**Work task:** In the records below, find the lines that include the string "stream" and report how many there are, nothing else.
** Opening Provided information block **
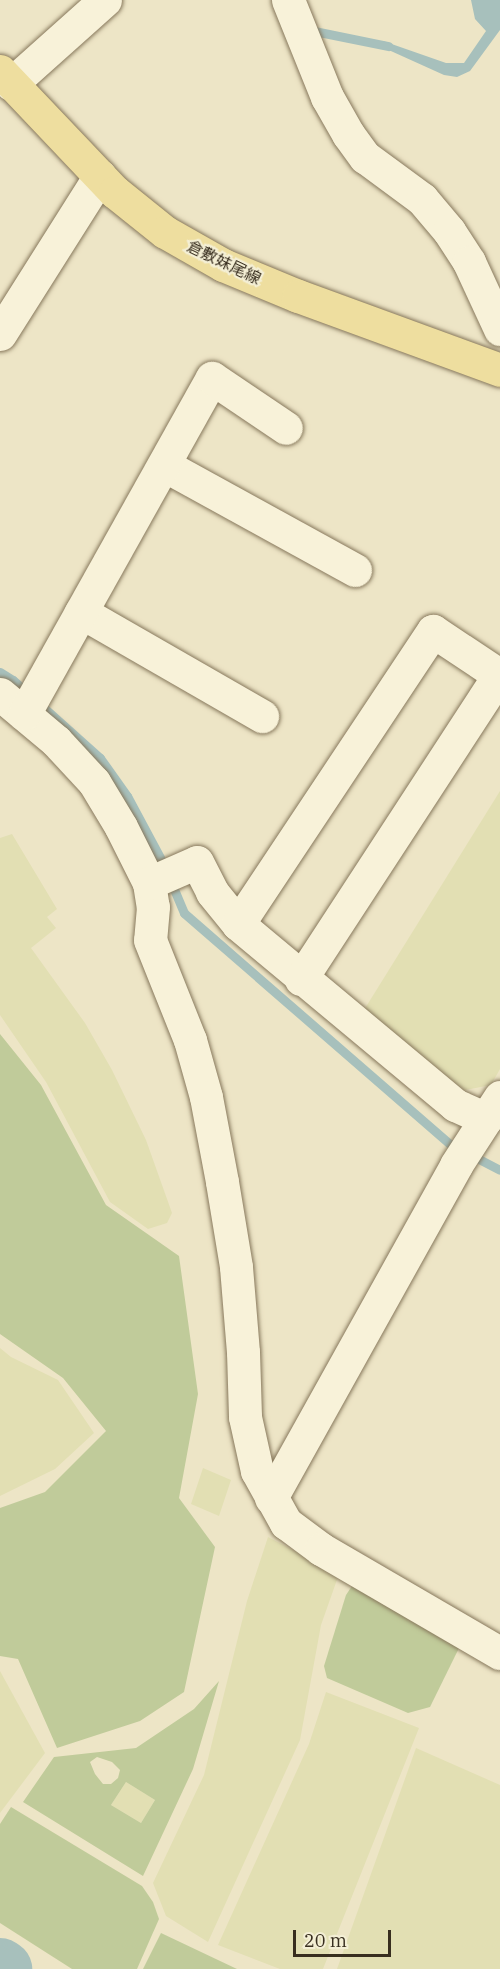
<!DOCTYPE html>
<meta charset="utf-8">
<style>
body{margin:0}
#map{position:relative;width:500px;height:1969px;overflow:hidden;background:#ede5c6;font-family:"IBM Plex Serif","Noto Sans JP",serif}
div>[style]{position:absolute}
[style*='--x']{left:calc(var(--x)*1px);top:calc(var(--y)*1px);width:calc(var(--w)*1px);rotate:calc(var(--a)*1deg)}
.farmland>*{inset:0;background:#e2dfb3}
.green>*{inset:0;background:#c0cb9a}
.water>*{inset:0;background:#a7c0bc}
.stream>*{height:9px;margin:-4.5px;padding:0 4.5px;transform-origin:4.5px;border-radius:4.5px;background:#a7c0bc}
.river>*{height:58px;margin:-29px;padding:0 29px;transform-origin:29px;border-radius:29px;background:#a7c0bc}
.roads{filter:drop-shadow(0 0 2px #87785c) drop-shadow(0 0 2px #87785c)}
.minor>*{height:33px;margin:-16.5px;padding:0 16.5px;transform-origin:16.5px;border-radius:16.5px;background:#f8f2d9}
.major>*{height:33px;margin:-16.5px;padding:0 16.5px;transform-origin:16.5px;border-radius:16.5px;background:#eede9f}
span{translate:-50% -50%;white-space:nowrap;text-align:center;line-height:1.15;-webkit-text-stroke:4.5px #f4efd5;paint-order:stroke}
.street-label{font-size:16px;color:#382e1f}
.scale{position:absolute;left:293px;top:1930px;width:98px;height:27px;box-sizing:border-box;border:3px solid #382e1f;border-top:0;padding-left:8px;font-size:18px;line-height:21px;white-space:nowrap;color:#382e1f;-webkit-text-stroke:4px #f4efd5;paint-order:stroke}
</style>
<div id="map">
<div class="farmland">
<div style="clip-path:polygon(500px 791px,500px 1069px,491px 1085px,460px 1091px,364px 1010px)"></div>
<div style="clip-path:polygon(12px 834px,57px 909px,47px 917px,56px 928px,31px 948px,85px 1023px,112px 1070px,146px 1140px,172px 1213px,167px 1223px,148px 1229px,110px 1202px,46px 1082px,0 1015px,0 838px)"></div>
<div style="clip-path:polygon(0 1348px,11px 1357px,58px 1380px,94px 1433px,55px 1469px,0 1496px)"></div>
<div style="clip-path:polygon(203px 1468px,231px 1480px,219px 1516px,191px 1504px)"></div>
<div style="clip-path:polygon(268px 1537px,339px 1574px,321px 1625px,300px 1740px,208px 1942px,166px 1916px,153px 1883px,204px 1775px,247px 1601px)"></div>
<div style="clip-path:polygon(0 1671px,45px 1753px,0 1813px)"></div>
<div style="clip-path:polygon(326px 1692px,419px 1728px,323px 1969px,280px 1969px,218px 1945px,309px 1744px)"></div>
<div style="clip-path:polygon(416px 1748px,500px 1785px,500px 1969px,337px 1969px)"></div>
<div style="clip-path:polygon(126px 1782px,155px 1800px,141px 1823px,111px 1805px)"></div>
</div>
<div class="green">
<div style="clip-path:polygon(0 1034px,41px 1085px,106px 1205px,179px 1256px,198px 1394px,179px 1498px,215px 1547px,184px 1692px,140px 1721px,57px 1748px,18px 1659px,0 1656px,0 1508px,45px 1492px,106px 1431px,63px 1378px,0 1334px)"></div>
<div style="clip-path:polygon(354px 1583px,460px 1646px,430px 1707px,408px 1713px,327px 1678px,324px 1666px,346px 1595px)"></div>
<div style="clip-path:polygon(evenodd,219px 1681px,193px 1769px,143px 1876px,23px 1802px,54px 1757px,136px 1748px,194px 1709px,219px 1681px,97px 1757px,112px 1762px,120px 1770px,118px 1778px,111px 1784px,103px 1784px,95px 1774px,90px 1762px,97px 1757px,219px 1681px,126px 1782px,155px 1800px,141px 1823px,111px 1805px,126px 1782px)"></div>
<div style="clip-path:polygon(11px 1807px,142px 1886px,153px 1902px,159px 1919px,137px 1969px,72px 1969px,0 1923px,0 1824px)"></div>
<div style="clip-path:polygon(161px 1933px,237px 1969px,143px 1969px)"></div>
</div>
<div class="water">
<div style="clip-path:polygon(471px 0,500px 0,500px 30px,470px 71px,457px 77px,444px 75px,382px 47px,383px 41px,446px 63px,464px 63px,486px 31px,475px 19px)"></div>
</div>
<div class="stream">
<div style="--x:314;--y:31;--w:76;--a:11.5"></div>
<div style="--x:0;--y:672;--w:15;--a:32"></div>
<div style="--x:13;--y:680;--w:117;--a:41.9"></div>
<div style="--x:100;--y:758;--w:47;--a:54.6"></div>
<div style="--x:127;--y:796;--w:76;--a:61.8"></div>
<div style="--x:163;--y:863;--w:54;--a:67.2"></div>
<div style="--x:184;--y:913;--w:352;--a:41"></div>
<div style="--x:450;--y:1144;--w:56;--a:27.5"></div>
</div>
<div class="river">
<div style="--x:0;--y:1967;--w:4;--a:34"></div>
</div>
<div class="roads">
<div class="minor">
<div style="--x:288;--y:0;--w:105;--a:68.1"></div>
<div style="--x:327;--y:97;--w:43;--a:60.4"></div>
<div style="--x:348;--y:134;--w:29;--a:54"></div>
<div style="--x:365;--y:157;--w:71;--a:36.4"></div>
<div style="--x:422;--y:199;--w:42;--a:49.8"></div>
<div style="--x:449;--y:231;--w:37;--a:57"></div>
<div style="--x:469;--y:262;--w:74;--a:65.2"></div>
<div style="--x:11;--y:84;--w:126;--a:-41.8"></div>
<div style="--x:0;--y:334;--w:187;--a:-57.7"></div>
<div style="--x:164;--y:465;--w:218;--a:28.8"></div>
<div style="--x:81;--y:612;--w:209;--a:29.9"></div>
<div style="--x:0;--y:694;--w:73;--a:40"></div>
<div style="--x:56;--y:741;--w:56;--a:47.2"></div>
<div style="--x:94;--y:782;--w:52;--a:59"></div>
<div style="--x:121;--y:827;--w:63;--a:63.4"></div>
<div style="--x:149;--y:883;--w:24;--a:81"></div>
<div style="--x:153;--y:907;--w:33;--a:95"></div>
<div style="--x:150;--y:940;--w:108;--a:68.2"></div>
<div style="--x:190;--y:1040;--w:59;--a:74.3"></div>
<div style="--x:206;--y:1097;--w:86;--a:79.3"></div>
<div style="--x:222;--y:1182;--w:86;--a:80.6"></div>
<div style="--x:236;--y:1267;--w:85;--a:85.3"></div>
<div style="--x:243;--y:1352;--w:65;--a:88.2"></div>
<div style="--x:245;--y:1417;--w:55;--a:77.5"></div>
<div style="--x:257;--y:1471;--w:60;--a:60.9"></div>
<div style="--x:286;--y:1523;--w:44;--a:36.6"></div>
<div style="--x:321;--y:1549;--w:207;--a:30.2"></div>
<div style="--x:24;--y:714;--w:385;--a:-60.8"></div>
<div style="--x:212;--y:378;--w:89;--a:34"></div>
<div style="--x:149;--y:883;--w:52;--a:-23.6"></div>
<div style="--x:197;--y:862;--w:34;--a:63"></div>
<div style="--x:212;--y:892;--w:41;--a:50.9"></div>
<div style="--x:238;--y:924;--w:283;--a:39.8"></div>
<div style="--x:455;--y:1105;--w:34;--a:24"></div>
<div style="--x:238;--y:924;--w:352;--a:-56.4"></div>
<div style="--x:433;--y:631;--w:79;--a:33.7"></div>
<div style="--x:499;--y:675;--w:363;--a:123.1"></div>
<div style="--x:271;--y:1498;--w:381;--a:-60.9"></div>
<div style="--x:456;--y:1165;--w:81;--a:-57.1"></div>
</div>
<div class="major">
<div style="--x:0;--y:71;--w:167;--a:46.5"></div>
<div style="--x:115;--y:192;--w:64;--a:38.7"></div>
<div style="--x:165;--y:232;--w:67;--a:29.6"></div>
<div style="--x:223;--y:265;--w:81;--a:22.5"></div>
<div style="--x:298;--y:296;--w:215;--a:20.1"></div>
</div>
</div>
<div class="street-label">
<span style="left:224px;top:262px;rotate:26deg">倉敷妹尾線</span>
</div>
<div class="scale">20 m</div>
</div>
** Closing Provided information block **
**Task answer:** 2